As Allies, We Need To Speak Out Against Transphobia

By

Following a recent spate of anti-trans violence in the month of June, this summer saw two more horrific attacks against trans women in DC. Media coverage surrounding the attacks — including recent police reports — have all but glossed over the fact that these crimes are part of a larger culture of hate crimes against gender non-conforming folks, with trans women of color disproportionately affected by such violence.

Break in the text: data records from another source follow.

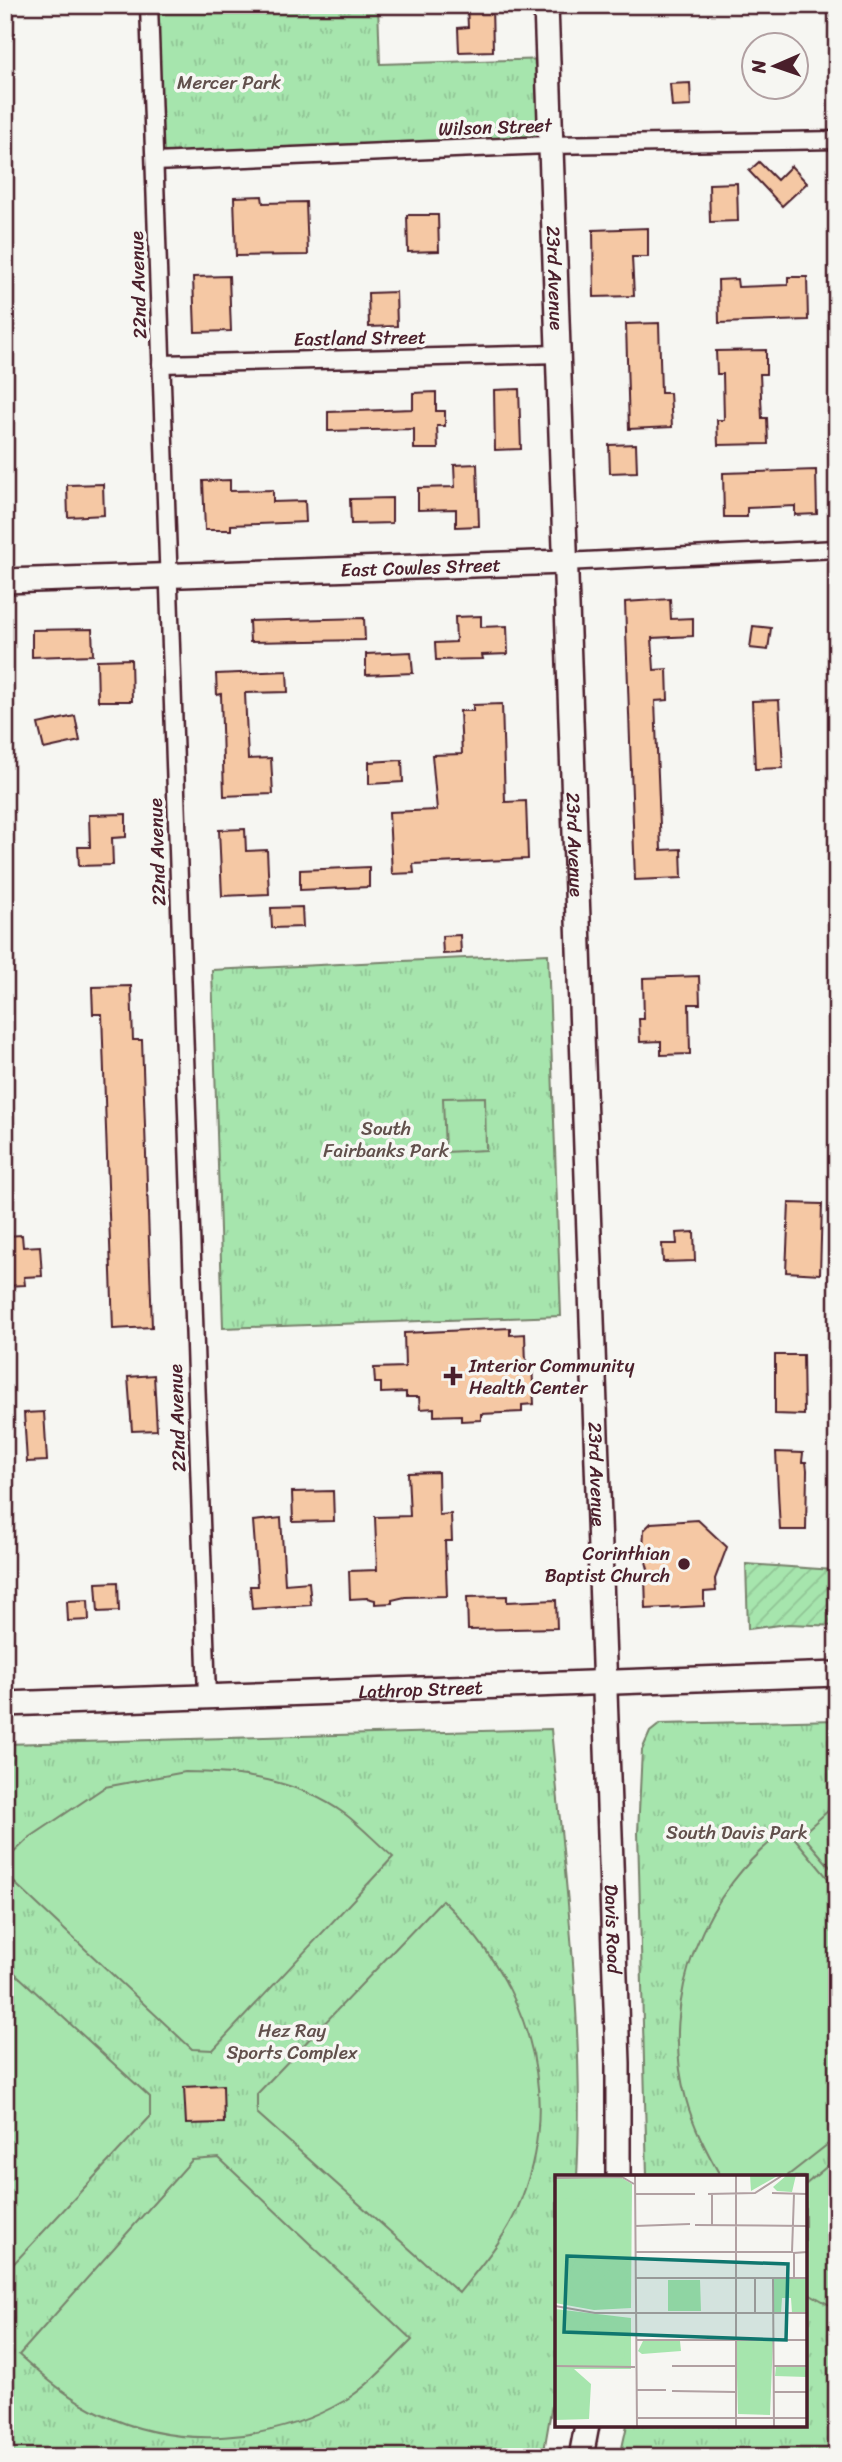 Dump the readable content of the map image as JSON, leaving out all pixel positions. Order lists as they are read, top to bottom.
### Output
{
  "streets": {
    "street": [
      "Wilson Street",
      "23rd Avenue",
      "22nd Avenue",
      "Eastland Street",
      "East Cowles Street",
      "Lathrop Street",
      "Davis Road"
    ]
  },
  "crossings": [
    ["Wilson Street", "23rd Avenue"],
    ["Wilson Street", "22nd Avenue"],
    ["23rd Avenue", "Eastland Street"],
    ["23rd Avenue", "East Cowles Street"],
    ["23rd Avenue", "Lathrop Street"],
    ["23rd Avenue", "Davis Road"],
    ["22nd Avenue", "Eastland Street"],
    ["22nd Avenue", "East Cowles Street"],
    ["22nd Avenue", "Lathrop Street"],
    ["Lathrop Street", "Davis Road"]
  ],
  "parks": [
    "Mercer Park",
    "South Fairbanks Park",
    "South Davis Park",
    "Hez Ray Sports Complex"
  ],
  "places": {
    "health": ["Interior Community Health Center"],
    "other": ["Corinthian Baptist Church"]
  },
  "north": "left"
}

How are we to make sense of such, well, senseless violence? Of abject cruelty? The virulent comments on online forums in response to these news stories are both disheartening and telling: trans individuals are not worthy of our sympathy, and they are certainly not, in the words of HIPS’ Executive Director Cyndee Clay, “worthy victims.” Take this comment from the poster kicksandgiggles:

“Victim? Victims don’t ask to be assaulted. If you get in a stranger’s car at 3:30am, you are asking for trouble.. She/he was not looking for a ride but to make some $ and it back fired. So tell the ‘victim’ next time, try a nice safe convention.”

Kicksandgiggles’ comment, while not the most inflammatory found in the comments section, chillingly summarizes out culture’s attitude towards trans folks: if you are trans, you are asking for it. Your gendered body is de facto devious, and therefore invites violence. The playful moniker this poster has chosen makes such comments all the more haunting. Nonchalant victim-blaming at its most flip and vile.

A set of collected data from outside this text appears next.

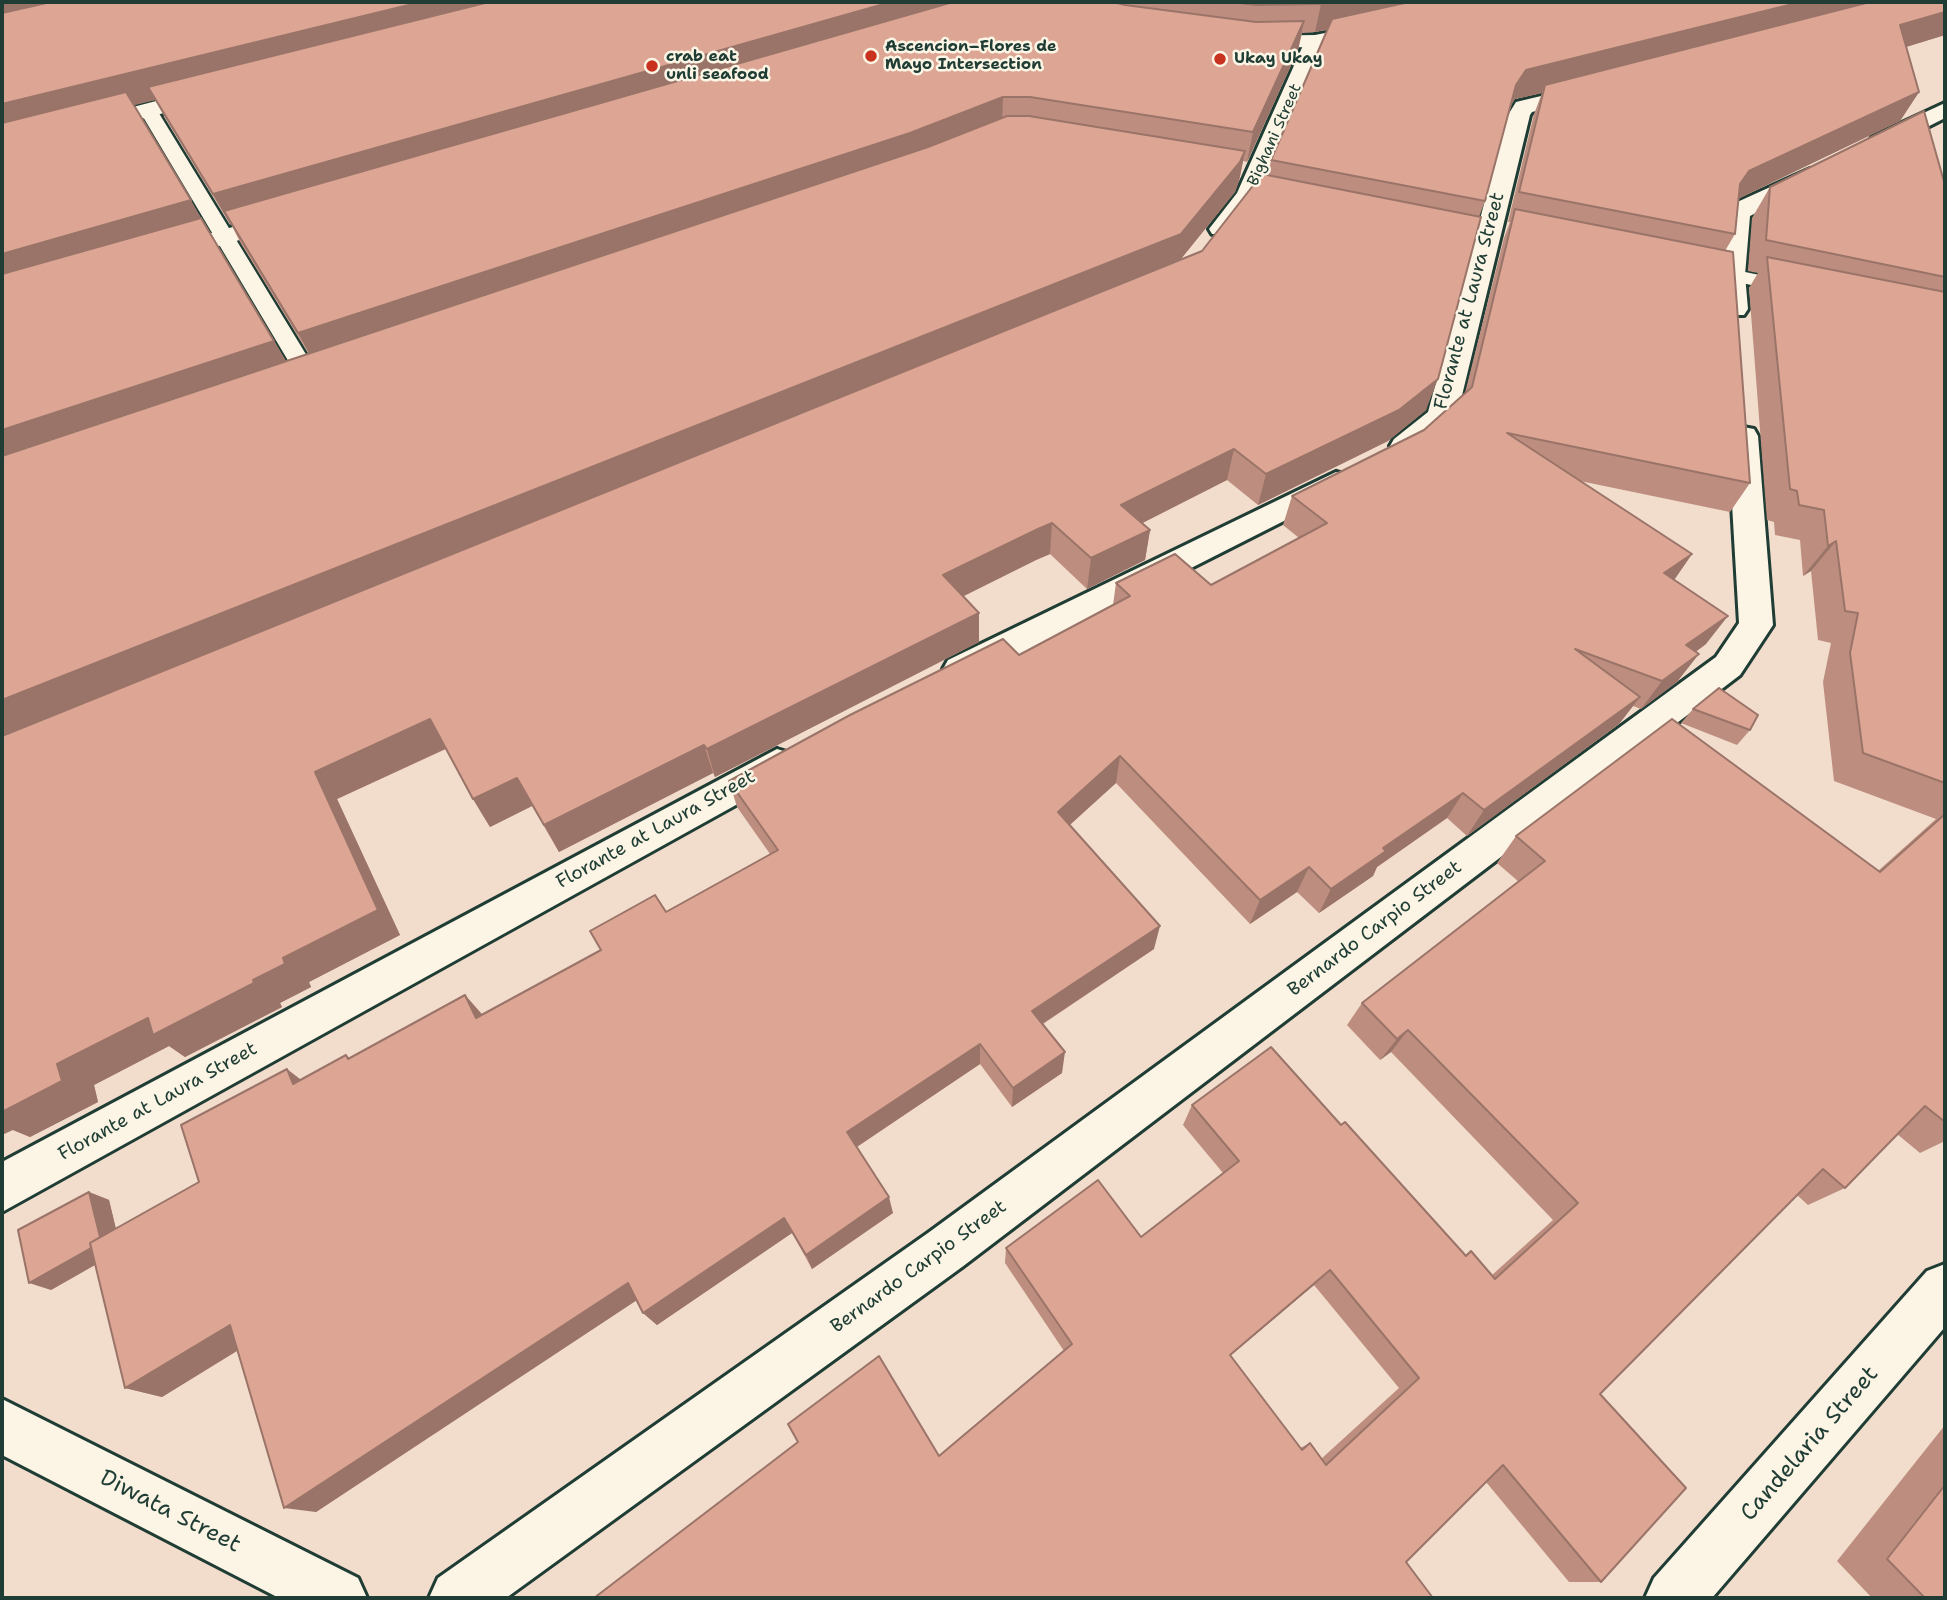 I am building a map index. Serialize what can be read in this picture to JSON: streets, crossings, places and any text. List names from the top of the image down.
{
  "streets": {
    "street": [
      "Bighani Street",
      "Florante at Laura Street",
      "Bernardo Carpio Street",
      "Candelaria Street",
      "Diwata Street"
    ]
  },
  "places": ["Ascencion–Flores de Mayo Intersection", "Ukay Ukay", "crab eat unli seafood"]
}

Criminologist and HIPS volunteer Katherine Jares calls bullshit.

In 2013, Jares conducted a study about violence against sex workers by examining HIPS’ “Bad Date Sheets,” or reports of violence documented and distributed amongst sex-workers in order for individuals to keep themselves safe.

In reading Jares’ report, the same disturbing story repeats itself ad nauseum: violence against sex-workers and trans individuals is overwhelmingly pre-meditated. Such violence is not, as popular belief would suggest, random (let’s say, in response to a sex-worker denying certain services or being non-compliant to client wants and needs, as k&g would seem to think). These acts have motive. Perpetrators of sexual assault and other forms of violence are keenly aware of how our culture treats trans individuals and sex-workers; perpetrators know that they can inflict such violence with relative impunity because we are continually told that trans individuals and those engaged in sex-work are “throw away” citizens. They are somehow less-than.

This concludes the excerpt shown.